The junction temperature ($T_j$) accounting only for conduction losses is $140\textdegree C$.​

Given:

A Schottky diode carrying current (If) of 5A with forward voltage drop (Vf) of 0.5V is used in a power converter.

The diode has junction to ambient thermal resistance $R_{th}_{ja}$=40deg.C/W and operating at ambient temperature $T_a$ = 40deg.C.

To Find:

The junction temperature ($T_j$) accounting only for conduction losses.​

Explanation:

The following points are noteworthy for a  Schottky diode.
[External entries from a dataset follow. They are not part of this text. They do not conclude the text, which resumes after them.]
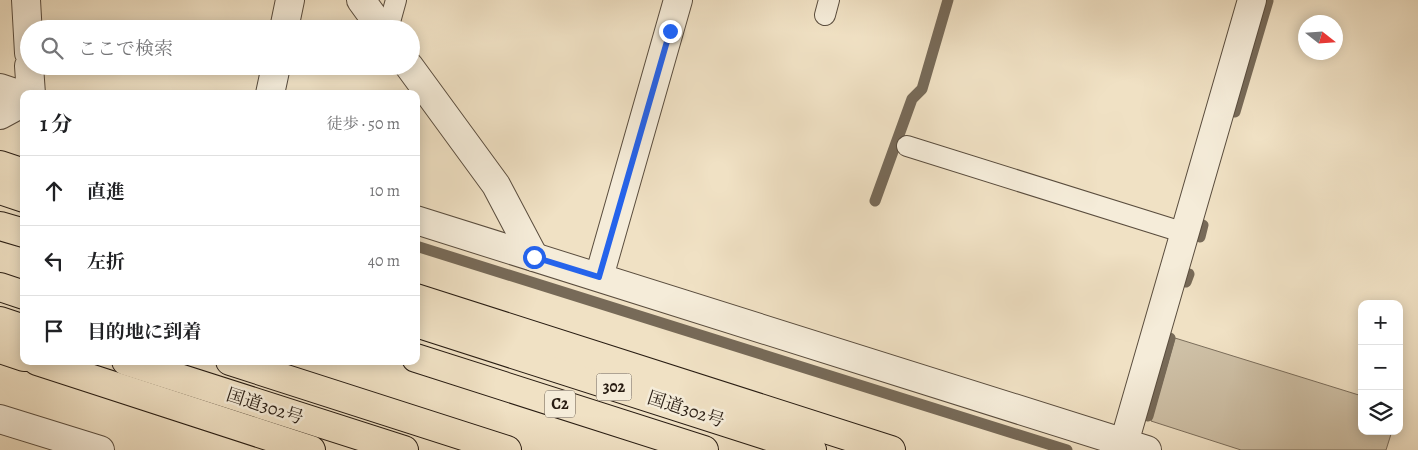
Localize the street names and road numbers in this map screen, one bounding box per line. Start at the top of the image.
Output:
road number: 302 [596,374,632,401]
street label: 国道302号 [223,382,307,430]
street label: 国道302号 [644,385,728,433]
road number: C2 [545,390,575,418]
• The conduction losses appears as the power dissipated in the diode.
• The power dissipated in the diode is the product of the square of the current and the diode resistance.
• The power dissipated in the diode is the difference between the temperature at its junction and the ambient temperature divided by the thermal resistance.

Step 1 of 4

The diode resistance of the Schottky diode carrying current (If) of 5A with forward voltage drop (Vf) of 0.5V is

$=R_f\\=\frac{V_f}{I_f} \\=\frac{0.5}{5} \\=0.1\;A$

Step 2 of 4

So, the power dissipated is

$=5^2\times 0.1\\=2.5\;W$

Step 3 of 4

Again, the power dissipated is

$=\frac{T_j-T_a} {R_{th}_{ja}}\\=\frac{T_j-40}{40}$

Step 4 of 4

Solve for the following equation for the power dissipated in the diode.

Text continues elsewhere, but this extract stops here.